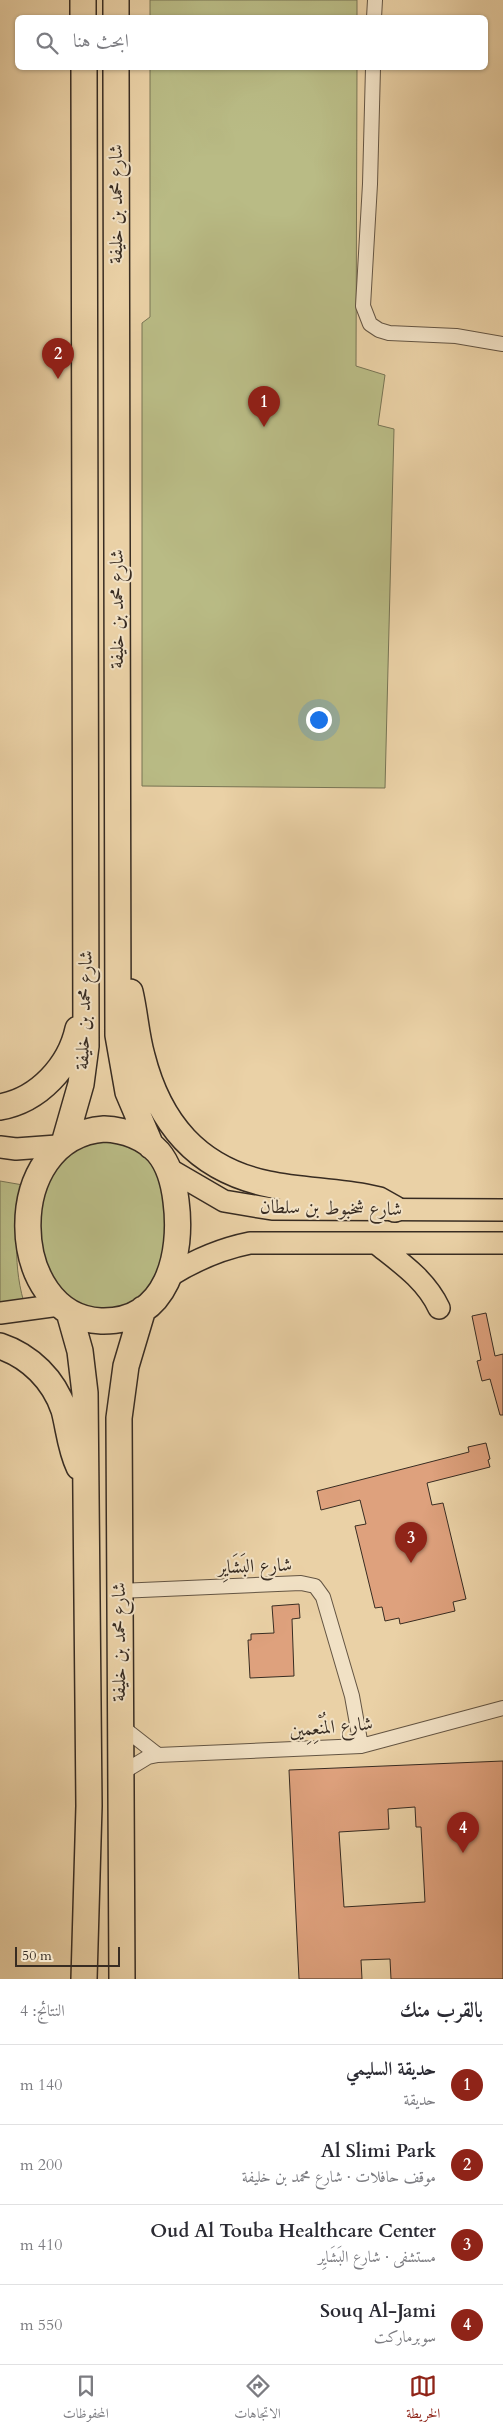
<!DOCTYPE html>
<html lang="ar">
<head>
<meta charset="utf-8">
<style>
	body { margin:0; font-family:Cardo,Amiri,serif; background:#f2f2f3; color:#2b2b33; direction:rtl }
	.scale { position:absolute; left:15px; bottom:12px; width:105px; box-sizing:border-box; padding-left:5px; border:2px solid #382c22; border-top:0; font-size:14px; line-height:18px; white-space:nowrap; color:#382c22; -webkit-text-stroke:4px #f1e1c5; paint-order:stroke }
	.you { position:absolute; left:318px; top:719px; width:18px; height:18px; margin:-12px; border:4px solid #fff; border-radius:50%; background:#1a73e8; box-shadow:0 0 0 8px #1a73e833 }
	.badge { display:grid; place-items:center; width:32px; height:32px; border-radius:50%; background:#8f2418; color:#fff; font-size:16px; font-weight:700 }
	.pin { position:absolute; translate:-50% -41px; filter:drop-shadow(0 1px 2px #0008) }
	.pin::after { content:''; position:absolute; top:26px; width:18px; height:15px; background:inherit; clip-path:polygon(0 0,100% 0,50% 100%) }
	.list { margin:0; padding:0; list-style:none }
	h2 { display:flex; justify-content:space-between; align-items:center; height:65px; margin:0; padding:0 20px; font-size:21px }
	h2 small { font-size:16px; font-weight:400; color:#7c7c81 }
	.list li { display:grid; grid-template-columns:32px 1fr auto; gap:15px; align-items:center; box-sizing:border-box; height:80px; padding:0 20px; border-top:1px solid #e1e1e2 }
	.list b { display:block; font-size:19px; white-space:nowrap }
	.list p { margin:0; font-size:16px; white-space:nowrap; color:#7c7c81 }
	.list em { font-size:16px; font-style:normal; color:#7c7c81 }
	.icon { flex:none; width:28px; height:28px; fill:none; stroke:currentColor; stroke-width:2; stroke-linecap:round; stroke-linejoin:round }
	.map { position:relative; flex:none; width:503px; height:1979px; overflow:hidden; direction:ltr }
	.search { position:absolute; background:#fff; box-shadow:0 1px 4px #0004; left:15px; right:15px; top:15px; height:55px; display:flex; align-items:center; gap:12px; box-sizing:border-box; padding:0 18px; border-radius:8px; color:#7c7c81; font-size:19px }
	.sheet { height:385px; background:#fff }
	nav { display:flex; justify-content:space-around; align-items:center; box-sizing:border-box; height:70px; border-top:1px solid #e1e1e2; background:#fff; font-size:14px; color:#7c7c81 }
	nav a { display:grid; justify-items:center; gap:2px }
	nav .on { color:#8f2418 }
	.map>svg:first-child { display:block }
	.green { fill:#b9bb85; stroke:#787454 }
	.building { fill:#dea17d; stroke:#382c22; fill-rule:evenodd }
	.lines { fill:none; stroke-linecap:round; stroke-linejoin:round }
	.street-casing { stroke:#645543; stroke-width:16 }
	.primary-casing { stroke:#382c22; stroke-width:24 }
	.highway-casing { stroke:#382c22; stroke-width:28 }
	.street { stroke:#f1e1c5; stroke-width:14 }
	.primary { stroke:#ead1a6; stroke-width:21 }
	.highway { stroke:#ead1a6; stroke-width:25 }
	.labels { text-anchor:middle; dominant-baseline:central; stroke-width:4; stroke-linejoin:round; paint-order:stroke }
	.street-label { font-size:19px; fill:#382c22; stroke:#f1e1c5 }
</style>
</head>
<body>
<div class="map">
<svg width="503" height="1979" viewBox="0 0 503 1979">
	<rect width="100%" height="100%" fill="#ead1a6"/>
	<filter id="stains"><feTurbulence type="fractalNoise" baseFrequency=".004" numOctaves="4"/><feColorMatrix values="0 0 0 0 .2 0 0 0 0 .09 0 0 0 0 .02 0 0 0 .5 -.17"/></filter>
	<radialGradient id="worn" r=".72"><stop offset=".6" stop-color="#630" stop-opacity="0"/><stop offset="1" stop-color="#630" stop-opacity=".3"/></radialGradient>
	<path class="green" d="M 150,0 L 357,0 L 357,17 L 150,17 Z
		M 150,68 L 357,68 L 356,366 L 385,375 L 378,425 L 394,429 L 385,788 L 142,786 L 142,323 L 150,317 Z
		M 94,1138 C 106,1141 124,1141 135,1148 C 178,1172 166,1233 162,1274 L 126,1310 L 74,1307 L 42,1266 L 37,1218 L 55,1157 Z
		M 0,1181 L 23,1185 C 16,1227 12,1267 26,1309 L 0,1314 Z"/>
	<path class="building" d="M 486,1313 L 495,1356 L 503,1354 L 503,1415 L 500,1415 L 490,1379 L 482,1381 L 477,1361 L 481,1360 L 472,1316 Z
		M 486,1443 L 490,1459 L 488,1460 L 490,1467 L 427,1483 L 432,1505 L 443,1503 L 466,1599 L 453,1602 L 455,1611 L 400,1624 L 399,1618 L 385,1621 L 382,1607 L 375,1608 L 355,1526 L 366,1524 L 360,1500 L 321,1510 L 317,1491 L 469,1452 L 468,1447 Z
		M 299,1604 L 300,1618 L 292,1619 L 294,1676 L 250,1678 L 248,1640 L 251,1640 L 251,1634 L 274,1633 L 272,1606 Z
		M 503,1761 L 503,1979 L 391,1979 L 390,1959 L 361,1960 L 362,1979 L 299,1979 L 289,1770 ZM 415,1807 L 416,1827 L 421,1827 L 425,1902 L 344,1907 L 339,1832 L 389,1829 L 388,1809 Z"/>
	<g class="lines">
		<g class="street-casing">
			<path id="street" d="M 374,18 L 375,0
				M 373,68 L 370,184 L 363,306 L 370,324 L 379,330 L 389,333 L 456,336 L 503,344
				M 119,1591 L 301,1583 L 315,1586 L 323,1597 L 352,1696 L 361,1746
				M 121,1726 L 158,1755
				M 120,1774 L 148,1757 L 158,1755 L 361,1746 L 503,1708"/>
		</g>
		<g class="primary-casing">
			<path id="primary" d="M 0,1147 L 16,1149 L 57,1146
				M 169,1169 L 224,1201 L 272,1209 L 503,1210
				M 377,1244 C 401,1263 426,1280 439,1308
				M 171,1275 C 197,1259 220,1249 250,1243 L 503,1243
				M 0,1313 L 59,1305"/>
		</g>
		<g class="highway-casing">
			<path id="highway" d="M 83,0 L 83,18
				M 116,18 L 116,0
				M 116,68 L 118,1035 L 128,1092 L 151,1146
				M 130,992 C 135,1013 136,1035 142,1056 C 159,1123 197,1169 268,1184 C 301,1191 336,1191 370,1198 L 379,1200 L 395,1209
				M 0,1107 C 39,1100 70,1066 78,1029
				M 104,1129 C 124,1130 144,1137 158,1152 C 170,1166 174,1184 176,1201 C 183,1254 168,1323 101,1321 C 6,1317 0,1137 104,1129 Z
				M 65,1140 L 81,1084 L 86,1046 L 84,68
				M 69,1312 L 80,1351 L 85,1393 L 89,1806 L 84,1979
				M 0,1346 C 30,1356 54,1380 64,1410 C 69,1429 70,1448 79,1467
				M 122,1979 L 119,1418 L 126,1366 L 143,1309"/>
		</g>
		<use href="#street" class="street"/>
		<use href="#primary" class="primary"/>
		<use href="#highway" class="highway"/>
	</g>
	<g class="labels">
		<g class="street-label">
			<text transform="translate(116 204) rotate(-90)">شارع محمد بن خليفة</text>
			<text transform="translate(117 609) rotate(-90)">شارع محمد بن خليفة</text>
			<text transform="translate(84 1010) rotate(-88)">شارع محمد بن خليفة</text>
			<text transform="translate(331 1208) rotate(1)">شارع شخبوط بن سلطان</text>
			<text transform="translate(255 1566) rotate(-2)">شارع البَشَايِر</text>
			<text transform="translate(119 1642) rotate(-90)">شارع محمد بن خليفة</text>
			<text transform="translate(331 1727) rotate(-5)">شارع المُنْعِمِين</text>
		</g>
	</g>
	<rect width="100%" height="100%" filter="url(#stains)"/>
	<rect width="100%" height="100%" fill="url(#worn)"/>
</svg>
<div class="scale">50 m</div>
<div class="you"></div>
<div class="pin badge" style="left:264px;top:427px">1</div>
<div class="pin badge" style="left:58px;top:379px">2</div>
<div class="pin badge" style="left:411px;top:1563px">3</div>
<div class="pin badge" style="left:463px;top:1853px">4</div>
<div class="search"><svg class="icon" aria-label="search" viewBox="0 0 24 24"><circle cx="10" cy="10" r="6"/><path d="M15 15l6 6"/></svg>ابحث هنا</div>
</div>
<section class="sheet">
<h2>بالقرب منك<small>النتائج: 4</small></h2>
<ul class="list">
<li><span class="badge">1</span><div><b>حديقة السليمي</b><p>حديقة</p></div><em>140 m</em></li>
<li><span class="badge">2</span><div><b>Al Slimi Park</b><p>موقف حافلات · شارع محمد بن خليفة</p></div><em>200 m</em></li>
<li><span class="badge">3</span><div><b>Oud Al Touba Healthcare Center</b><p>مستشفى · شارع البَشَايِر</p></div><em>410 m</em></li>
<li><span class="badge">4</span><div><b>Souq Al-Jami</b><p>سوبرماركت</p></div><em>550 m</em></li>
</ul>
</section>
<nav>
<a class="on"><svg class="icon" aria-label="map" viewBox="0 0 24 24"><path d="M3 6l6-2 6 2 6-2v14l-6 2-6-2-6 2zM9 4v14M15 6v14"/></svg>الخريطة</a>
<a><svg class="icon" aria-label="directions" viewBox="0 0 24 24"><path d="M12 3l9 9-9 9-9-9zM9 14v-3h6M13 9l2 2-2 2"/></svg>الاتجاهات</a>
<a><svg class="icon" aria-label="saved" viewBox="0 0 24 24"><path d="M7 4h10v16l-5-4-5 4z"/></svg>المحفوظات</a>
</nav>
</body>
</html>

━━━━━━━━

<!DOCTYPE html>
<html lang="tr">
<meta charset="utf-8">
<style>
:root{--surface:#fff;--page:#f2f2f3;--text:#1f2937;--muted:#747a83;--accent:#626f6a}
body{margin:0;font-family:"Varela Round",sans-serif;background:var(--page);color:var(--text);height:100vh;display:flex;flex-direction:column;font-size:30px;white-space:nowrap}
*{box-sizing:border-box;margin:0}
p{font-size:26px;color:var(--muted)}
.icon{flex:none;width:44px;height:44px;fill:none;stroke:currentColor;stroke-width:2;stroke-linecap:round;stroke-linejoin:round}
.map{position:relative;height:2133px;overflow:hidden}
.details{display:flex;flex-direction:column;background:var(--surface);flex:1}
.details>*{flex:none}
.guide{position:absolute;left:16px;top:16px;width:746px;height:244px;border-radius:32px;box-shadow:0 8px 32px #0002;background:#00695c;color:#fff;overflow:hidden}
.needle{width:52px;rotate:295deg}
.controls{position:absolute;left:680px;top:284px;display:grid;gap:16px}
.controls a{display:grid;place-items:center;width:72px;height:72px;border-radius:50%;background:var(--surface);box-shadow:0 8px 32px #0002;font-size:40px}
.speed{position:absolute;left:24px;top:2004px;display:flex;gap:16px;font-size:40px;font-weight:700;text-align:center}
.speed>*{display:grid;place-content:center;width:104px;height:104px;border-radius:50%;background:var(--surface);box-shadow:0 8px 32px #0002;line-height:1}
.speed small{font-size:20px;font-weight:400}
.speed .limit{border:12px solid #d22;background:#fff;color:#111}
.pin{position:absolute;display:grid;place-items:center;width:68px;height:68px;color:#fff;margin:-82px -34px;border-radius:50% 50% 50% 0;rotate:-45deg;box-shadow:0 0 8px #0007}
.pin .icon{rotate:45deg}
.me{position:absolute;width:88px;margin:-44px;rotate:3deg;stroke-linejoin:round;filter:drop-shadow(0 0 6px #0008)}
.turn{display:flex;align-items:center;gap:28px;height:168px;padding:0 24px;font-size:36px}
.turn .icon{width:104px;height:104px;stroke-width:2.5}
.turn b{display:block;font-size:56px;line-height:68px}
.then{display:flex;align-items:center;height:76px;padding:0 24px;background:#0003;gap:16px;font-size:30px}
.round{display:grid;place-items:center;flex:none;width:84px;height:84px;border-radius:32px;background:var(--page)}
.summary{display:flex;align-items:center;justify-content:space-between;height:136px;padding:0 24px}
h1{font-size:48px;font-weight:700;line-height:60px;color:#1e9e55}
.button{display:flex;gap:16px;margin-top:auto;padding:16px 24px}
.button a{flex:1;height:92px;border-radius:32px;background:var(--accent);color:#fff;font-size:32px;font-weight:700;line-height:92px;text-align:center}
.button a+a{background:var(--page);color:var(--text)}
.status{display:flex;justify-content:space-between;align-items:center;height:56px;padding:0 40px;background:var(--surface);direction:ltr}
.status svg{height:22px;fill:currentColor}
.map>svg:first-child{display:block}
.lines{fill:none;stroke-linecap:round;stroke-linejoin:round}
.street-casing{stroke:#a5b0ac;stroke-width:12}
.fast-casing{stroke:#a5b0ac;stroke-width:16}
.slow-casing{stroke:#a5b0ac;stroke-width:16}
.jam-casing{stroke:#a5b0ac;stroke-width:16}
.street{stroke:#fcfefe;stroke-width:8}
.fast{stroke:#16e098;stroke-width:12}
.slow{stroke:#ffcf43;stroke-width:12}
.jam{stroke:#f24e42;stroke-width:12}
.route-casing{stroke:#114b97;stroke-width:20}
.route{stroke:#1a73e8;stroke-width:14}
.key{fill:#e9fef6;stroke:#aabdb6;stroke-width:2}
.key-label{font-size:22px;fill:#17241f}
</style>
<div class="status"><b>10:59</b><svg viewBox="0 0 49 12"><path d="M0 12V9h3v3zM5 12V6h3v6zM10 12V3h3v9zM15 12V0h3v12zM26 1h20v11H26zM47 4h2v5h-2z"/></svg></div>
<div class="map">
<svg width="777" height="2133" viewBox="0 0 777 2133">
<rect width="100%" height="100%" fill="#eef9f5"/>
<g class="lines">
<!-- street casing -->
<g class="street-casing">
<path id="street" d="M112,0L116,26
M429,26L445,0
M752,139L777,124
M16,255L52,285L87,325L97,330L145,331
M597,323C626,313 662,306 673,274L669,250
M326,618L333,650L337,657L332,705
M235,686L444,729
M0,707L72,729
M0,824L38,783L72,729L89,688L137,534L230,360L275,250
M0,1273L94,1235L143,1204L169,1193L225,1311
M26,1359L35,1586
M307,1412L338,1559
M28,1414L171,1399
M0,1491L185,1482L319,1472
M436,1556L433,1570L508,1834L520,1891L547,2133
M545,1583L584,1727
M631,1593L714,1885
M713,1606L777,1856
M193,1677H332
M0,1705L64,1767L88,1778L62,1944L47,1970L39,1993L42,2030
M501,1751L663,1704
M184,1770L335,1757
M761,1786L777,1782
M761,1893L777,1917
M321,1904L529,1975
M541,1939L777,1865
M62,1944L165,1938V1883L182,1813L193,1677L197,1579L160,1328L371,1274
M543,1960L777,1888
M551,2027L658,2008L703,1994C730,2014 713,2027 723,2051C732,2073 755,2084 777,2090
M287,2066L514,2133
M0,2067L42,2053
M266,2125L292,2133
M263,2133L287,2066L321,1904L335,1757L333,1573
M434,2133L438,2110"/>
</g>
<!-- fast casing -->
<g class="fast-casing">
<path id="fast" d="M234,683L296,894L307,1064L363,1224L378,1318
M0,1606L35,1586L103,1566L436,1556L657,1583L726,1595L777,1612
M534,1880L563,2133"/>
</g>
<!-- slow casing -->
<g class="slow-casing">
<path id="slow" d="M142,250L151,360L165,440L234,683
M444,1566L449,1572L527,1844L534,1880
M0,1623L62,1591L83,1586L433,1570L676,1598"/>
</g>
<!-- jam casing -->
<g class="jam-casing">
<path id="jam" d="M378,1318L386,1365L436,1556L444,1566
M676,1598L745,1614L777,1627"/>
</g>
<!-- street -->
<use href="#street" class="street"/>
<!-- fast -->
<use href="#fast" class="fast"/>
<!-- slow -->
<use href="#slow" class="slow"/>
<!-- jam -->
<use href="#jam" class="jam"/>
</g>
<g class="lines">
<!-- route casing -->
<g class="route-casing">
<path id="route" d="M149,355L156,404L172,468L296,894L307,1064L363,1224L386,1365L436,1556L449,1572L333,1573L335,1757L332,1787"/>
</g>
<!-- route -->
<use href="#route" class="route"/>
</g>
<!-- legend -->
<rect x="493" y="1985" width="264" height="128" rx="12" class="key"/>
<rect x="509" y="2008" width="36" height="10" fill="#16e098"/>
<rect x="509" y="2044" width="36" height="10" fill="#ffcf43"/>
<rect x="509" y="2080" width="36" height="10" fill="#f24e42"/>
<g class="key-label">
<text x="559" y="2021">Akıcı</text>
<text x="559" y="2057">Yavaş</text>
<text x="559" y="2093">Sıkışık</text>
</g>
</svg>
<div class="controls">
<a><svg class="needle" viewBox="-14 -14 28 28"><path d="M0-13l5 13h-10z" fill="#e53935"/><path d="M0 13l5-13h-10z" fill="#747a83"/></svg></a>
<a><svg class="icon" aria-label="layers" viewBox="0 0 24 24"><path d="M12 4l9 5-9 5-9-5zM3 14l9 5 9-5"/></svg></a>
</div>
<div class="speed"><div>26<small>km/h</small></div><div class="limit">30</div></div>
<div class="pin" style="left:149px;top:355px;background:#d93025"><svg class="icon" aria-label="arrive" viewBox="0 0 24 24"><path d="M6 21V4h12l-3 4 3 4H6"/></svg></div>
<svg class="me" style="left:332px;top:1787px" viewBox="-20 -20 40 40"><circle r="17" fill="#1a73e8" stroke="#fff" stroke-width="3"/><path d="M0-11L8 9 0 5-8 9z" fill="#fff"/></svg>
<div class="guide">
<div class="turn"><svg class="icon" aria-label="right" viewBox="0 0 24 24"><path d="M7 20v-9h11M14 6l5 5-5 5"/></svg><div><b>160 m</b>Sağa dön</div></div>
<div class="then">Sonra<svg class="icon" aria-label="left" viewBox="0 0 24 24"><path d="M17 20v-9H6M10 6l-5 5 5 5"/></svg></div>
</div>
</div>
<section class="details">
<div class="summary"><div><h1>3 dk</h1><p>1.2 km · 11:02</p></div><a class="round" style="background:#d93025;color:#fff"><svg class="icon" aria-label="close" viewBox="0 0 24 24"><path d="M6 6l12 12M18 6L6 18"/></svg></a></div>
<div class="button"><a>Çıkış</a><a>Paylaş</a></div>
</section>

━━━━━━━━

• [EXERCISE GOAL]: Count how many lines above contain the word "limit". Reply with the number alone.

• [YOUR RESPONSE]: 2